** Opening MATERIAL SUPPLIED block **

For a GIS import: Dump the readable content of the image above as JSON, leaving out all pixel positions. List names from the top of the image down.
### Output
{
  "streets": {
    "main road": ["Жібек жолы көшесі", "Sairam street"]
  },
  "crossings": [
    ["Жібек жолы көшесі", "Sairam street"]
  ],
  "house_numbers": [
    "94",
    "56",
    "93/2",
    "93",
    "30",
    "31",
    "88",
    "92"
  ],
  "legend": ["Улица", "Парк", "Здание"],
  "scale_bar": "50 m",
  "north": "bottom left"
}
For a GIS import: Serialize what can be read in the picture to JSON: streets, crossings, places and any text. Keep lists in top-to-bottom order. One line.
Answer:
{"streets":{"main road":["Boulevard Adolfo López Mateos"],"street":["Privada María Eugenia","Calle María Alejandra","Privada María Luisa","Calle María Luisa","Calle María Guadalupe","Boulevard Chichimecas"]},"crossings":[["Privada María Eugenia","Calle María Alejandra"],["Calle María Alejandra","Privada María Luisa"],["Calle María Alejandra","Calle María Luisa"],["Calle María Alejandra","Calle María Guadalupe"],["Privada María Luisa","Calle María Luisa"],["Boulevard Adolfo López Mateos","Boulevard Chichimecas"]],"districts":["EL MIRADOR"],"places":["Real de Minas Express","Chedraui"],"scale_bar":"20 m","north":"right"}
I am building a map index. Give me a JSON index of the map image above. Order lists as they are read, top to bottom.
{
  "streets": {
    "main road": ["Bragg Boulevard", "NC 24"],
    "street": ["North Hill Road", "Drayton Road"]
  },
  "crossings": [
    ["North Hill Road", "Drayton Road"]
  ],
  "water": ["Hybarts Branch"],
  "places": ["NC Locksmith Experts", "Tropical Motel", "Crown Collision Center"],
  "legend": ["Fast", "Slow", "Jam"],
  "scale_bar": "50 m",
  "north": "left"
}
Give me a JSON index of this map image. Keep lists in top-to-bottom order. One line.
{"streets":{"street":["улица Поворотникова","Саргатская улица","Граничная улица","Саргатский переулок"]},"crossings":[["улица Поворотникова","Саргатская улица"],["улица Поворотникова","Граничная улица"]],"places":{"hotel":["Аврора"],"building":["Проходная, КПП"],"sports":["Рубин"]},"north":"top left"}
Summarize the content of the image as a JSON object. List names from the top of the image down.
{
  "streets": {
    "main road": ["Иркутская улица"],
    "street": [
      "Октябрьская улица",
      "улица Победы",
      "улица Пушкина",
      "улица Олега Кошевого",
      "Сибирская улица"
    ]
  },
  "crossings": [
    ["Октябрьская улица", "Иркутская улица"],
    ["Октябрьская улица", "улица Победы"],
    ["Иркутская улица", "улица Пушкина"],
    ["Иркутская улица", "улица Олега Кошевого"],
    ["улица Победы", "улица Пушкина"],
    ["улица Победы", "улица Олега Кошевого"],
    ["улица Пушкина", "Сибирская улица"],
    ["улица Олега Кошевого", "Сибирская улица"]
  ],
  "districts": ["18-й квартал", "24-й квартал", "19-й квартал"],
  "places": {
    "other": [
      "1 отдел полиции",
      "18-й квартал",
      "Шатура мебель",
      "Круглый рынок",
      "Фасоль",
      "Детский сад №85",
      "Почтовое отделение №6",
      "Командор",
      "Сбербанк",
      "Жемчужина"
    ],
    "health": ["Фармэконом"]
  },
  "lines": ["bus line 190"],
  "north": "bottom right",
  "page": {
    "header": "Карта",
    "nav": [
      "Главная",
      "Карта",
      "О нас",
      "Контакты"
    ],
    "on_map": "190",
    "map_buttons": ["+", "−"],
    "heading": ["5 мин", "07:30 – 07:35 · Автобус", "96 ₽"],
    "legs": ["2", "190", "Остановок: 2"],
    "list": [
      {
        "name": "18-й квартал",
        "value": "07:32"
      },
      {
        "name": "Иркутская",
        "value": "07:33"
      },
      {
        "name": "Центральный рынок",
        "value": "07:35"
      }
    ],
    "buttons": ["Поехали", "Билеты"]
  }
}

** Closing MATERIAL SUPPLIED block **

| YOUR TASK |
Reply with an exact transcription of the material above.

| TASK SOLUTION |
For a GIS import: Dump the readable content of the image above as JSON, leaving out all pixel positions. List names from the top of the image down.
### Output
{
  "streets": {
    "main road": ["Жібек жолы көшесі", "Sairam street"]
  },
  "crossings": [
    ["Жібек жолы көшесі", "Sairam street"]
  ],
  "house_numbers": [
    "94",
    "56",
    "93/2",
    "93",
    "30",
    "31",
    "88",
    "92"
  ],
  "legend": ["Улица", "Парк", "Здание"],
  "scale_bar": "50 m",
  "north": "bottom left"
}
For a GIS import: Serialize what can be read in the picture to JSON: streets, crossings, places and any text. Keep lists in top-to-bottom order. One line.
Answer:
{"streets":{"main road":["Boulevard Adolfo López Mateos"],"street":["Privada María Eugenia","Calle María Alejandra","Privada María Luisa","Calle María Luisa","Calle María Guadalupe","Boulevard Chichimecas"]},"crossings":[["Privada María Eugenia","Calle María Alejandra"],["Calle María Alejandra","Privada María Luisa"],["Calle María Alejandra","Calle María Luisa"],["Calle María Alejandra","Calle María Guadalupe"],["Privada María Luisa","Calle María Luisa"],["Boulevard Adolfo López Mateos","Boulevard Chichimecas"]],"districts":["EL MIRADOR"],"places":["Real de Minas Express","Chedraui"],"scale_bar":"20 m","north":"right"}
I am building a map index. Give me a JSON index of the map image above. Order lists as they are read, top to bottom.
{
  "streets": {
    "main road": ["Bragg Boulevard", "NC 24"],
    "street": ["North Hill Road", "Drayton Road"]
  },
  "crossings": [
    ["North Hill Road", "Drayton Road"]
  ],
  "water": ["Hybarts Branch"],
  "places": ["NC Locksmith Experts", "Tropical Motel", "Crown Collision Center"],
  "legend": ["Fast", "Slow", "Jam"],
  "scale_bar": "50 m",
  "north": "left"
}
Give me a JSON index of this map image. Keep lists in top-to-bottom order. One line.
{"streets":{"street":["улица Поворотникова","Саргатская улица","Граничная улица","Саргатский переулок"]},"crossings":[["улица Поворотникова","Саргатская улица"],["улица Поворотникова","Граничная улица"]],"places":{"hotel":["Аврора"],"building":["Проходная, КПП"],"sports":["Рубин"]},"north":"top left"}
Summarize the content of the image as a JSON object. List names from the top of the image down.
{
  "streets": {
    "main road": ["Иркутская улица"],
    "street": [
      "Октябрьская улица",
      "улица Победы",
      "улица Пушкина",
      "улица Олега Кошевого",
      "Сибирская улица"
    ]
  },
  "crossings": [
    ["Октябрьская улица", "Иркутская улица"],
    ["Октябрьская улица", "улица Победы"],
    ["Иркутская улица", "улица Пушкина"],
    ["Иркутская улица", "улица Олега Кошевого"],
    ["улица Победы", "улица Пушкина"],
    ["улица Победы", "улица Олега Кошевого"],
    ["улица Пушкина", "Сибирская улица"],
    ["улица Олега Кошевого", "Сибирская улица"]
  ],
  "districts": ["18-й квартал", "24-й квартал", "19-й квартал"],
  "places": {
    "other": [
      "1 отдел полиции",
      "18-й квартал",
      "Шатура мебель",
      "Круглый рынок",
      "Фасоль",
      "Детский сад №85",
      "Почтовое отделение №6",
      "Командор",
      "Сбербанк",
      "Жемчужина"
    ],
    "health": ["Фармэконом"]
  },
  "lines": ["bus line 190"],
  "north": "bottom right",
  "page": {
    "header": "Карта",
    "nav": [
      "Главная",
      "Карта",
      "О нас",
      "Контакты"
    ],
    "on_map": "190",
    "map_buttons": ["+", "−"],
    "heading": ["5 мин", "07:30 – 07:35 · Автобус", "96 ₽"],
    "legs": ["2", "190", "Остановок: 2"],
    "list": [
      {
        "name": "18-й квартал",
        "value": "07:32"
      },
      {
        "name": "Иркутская",
        "value": "07:33"
      },
      {
        "name": "Центральный рынок",
        "value": "07:35"
      }
    ],
    "buttons": ["Поехали", "Билеты"]
  }
}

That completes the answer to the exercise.